◆ Action item: Only the lines containing the string "align" are needed; copy all of them from the listing.

◆ Data to process:

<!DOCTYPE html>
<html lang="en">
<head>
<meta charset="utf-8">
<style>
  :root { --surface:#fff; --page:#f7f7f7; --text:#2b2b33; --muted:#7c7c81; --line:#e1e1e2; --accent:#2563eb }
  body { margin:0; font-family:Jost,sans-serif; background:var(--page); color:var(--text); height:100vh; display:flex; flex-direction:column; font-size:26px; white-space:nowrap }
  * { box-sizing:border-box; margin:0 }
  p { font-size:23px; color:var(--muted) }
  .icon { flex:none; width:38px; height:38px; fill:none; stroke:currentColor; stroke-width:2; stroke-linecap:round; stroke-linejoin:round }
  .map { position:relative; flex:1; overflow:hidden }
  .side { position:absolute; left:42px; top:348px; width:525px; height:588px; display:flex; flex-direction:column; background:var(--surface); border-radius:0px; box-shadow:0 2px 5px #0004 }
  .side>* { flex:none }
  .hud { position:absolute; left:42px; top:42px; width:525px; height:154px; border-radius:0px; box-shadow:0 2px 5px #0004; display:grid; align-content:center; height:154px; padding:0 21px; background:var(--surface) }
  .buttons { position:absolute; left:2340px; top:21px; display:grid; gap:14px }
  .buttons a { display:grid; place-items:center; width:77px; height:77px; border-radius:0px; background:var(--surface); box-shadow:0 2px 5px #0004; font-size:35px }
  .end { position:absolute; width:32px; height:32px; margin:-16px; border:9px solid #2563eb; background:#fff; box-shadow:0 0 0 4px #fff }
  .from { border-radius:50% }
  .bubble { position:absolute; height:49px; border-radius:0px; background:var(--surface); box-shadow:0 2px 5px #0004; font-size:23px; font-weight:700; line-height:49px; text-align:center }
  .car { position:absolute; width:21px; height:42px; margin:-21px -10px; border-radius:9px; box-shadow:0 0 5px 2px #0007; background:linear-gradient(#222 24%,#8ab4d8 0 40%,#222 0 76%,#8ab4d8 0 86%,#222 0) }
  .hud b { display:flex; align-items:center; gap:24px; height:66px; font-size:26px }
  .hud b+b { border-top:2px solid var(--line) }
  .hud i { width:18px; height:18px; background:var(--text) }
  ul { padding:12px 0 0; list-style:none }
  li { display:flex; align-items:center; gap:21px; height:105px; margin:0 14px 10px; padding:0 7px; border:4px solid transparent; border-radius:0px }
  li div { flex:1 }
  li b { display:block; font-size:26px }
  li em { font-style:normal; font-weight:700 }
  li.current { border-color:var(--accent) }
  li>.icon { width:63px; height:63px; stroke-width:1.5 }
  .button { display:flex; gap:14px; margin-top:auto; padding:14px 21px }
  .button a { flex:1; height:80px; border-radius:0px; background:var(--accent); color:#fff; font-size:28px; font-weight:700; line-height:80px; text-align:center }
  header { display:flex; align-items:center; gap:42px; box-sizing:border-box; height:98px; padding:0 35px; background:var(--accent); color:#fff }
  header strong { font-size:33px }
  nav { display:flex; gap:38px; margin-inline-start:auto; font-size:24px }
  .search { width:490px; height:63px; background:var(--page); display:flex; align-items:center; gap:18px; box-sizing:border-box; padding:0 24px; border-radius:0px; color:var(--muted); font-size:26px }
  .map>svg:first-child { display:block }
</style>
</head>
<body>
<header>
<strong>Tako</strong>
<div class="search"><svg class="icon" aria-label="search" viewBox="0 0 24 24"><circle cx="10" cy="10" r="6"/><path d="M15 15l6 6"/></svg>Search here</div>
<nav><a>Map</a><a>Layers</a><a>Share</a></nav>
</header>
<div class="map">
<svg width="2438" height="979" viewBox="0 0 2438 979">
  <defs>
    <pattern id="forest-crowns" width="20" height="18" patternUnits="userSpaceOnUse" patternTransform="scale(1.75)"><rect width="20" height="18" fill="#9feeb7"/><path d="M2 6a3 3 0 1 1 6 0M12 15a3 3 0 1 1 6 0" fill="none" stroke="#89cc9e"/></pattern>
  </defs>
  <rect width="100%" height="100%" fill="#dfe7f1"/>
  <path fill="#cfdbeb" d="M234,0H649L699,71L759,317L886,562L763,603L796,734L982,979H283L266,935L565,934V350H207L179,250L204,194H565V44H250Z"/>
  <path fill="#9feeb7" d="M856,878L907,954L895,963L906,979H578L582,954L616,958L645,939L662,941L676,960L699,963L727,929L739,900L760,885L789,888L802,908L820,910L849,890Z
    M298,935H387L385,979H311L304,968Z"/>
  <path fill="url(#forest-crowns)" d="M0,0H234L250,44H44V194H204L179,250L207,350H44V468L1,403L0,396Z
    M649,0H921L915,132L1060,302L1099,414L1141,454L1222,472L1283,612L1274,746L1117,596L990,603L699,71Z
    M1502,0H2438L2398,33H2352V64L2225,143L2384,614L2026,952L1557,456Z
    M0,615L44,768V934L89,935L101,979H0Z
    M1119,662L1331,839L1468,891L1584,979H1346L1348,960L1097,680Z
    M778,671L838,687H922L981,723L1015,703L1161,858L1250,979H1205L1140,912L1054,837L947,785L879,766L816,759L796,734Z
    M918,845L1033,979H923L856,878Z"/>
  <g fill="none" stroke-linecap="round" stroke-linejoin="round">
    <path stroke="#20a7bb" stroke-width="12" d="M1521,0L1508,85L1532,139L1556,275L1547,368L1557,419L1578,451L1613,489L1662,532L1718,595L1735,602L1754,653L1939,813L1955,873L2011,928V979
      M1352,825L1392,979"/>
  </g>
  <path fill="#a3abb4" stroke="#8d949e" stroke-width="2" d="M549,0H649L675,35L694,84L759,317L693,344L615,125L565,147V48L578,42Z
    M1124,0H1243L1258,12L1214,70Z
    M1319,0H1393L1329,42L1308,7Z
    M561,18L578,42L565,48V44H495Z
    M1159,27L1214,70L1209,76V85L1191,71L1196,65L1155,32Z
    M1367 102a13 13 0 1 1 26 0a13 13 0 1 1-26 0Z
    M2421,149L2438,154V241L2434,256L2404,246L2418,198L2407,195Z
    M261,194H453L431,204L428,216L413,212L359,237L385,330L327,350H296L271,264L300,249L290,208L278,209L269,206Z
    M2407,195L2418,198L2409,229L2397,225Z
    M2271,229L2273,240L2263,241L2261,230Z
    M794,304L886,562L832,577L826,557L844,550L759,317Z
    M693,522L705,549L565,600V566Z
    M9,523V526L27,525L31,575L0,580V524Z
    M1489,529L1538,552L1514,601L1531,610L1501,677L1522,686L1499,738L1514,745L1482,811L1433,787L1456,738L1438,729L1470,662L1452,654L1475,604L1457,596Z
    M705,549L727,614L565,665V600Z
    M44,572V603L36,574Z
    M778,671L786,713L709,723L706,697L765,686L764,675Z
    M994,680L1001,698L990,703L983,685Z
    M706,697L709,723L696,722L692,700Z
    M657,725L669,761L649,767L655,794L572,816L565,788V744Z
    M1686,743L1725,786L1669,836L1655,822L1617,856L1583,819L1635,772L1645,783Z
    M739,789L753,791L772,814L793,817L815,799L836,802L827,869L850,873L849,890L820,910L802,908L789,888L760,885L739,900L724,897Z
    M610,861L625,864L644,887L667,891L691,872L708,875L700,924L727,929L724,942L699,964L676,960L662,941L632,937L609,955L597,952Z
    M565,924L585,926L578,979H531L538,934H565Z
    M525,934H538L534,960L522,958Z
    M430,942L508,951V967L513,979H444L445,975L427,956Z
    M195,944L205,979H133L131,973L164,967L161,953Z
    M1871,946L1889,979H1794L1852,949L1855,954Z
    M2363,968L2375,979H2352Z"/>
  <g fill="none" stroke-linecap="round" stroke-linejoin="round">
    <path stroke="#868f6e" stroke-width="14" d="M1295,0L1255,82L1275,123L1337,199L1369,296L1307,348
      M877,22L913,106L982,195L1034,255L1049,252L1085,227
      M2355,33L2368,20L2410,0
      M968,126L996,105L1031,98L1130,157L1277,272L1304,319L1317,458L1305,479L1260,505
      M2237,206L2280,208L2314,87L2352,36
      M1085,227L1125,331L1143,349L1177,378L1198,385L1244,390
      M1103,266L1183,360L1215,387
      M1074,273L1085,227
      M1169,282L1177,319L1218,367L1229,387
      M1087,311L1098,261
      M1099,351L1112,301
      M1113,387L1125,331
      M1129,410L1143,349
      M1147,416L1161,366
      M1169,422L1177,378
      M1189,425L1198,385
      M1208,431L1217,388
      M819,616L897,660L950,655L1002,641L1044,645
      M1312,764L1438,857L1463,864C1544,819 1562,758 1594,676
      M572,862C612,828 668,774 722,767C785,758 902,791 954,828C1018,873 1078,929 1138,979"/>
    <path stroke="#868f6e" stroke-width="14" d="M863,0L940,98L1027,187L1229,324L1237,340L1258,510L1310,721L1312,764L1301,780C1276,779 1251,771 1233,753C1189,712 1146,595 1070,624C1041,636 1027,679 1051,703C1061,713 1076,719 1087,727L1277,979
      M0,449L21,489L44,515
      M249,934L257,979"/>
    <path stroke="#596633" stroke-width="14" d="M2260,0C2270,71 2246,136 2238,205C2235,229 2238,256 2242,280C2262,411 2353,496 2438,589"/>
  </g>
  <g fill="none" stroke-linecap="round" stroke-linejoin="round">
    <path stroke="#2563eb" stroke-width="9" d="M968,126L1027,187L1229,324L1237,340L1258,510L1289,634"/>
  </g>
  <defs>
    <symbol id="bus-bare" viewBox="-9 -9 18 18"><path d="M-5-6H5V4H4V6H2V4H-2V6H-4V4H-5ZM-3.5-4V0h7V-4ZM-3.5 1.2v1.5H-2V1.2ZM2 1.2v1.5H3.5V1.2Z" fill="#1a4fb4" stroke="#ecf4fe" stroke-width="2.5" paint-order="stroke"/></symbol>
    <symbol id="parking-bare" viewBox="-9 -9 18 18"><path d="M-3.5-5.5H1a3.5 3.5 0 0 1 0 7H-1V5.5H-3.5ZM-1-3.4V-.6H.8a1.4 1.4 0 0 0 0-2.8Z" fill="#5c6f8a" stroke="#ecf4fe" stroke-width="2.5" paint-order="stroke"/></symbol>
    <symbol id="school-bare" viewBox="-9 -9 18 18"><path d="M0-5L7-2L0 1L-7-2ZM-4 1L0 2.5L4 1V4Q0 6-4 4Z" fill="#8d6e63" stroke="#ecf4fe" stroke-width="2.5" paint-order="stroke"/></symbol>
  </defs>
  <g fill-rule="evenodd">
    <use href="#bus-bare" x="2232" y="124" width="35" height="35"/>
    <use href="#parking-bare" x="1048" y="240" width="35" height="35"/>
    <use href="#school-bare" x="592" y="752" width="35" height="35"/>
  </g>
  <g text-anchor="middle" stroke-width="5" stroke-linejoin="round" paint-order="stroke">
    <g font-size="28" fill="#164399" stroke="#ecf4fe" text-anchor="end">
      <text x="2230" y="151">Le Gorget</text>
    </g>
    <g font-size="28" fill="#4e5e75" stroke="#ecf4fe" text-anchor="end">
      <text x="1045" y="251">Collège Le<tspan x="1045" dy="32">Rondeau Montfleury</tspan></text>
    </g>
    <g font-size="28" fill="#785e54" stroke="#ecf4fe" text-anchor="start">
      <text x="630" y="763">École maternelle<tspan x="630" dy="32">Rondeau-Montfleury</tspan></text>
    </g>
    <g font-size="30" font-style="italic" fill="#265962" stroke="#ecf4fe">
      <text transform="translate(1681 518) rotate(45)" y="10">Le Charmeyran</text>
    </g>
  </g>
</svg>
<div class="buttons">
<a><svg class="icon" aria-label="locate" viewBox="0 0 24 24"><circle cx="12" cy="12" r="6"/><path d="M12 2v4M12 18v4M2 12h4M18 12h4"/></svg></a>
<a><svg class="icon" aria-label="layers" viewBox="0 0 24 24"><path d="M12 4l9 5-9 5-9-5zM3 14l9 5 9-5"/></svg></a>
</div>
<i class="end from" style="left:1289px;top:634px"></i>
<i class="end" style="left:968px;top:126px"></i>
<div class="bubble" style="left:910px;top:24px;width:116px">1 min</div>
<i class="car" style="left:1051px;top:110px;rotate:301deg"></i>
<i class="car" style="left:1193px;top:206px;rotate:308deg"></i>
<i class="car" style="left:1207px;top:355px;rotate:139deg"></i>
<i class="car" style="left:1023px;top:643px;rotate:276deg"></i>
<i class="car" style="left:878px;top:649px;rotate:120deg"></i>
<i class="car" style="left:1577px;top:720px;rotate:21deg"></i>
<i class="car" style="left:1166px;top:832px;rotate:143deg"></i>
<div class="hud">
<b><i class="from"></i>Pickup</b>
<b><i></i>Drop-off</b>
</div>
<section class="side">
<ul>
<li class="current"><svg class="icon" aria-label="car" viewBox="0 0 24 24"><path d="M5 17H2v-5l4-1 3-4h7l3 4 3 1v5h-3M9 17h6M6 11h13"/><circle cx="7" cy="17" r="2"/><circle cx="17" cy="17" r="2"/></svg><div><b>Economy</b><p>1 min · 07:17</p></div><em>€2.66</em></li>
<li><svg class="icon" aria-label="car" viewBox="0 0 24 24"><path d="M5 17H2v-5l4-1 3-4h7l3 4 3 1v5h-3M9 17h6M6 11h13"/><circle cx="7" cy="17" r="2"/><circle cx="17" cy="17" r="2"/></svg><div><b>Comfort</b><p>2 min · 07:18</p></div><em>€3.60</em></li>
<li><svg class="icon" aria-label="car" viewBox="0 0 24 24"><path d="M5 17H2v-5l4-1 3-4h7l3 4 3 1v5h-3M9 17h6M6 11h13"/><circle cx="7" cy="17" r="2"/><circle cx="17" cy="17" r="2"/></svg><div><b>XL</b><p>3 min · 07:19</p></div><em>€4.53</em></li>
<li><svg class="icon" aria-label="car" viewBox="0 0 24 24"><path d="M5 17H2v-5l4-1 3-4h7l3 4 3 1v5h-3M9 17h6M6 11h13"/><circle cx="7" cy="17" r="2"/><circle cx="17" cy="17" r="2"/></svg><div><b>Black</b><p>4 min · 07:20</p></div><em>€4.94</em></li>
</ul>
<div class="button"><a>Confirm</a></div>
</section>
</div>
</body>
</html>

◆ Response:
  .hud { position:absolute; left:42px; top:42px; width:525px; height:154px; border-radius:0px; box-shadow:0 2px 5px #0004; display:grid; align-content:center; height:154px; padding:0 21px; background:var(--surface) }
  .bubble { position:absolute; height:49px; border-radius:0px; background:var(--surface); box-shadow:0 2px 5px #0004; font-size:23px; font-weight:700; line-height:49px; text-align:center }
  .hud b { display:flex; align-items:center; gap:24px; height:66px; font-size:26px }
  li { display:flex; align-items:center; gap:21px; height:105px; margin:0 14px 10px; padding:0 7px; border:4px solid transparent; border-radius:0px }
  .button a { flex:1; height:80px; border-radius:0px; background:var(--accent); color:#fff; font-size:28px; font-weight:700; line-height:80px; text-align:center }
  header { display:flex; align-items:center; gap:42px; box-sizing:border-box; height:98px; padding:0 35px; background:var(--accent); color:#fff }
  .search { width:490px; height:63px; background:var(--page); display:flex; align-items:center; gap:18px; box-sizing:border-box; padding:0 24px; border-radius:0px; color:var(--muted); font-size:26px }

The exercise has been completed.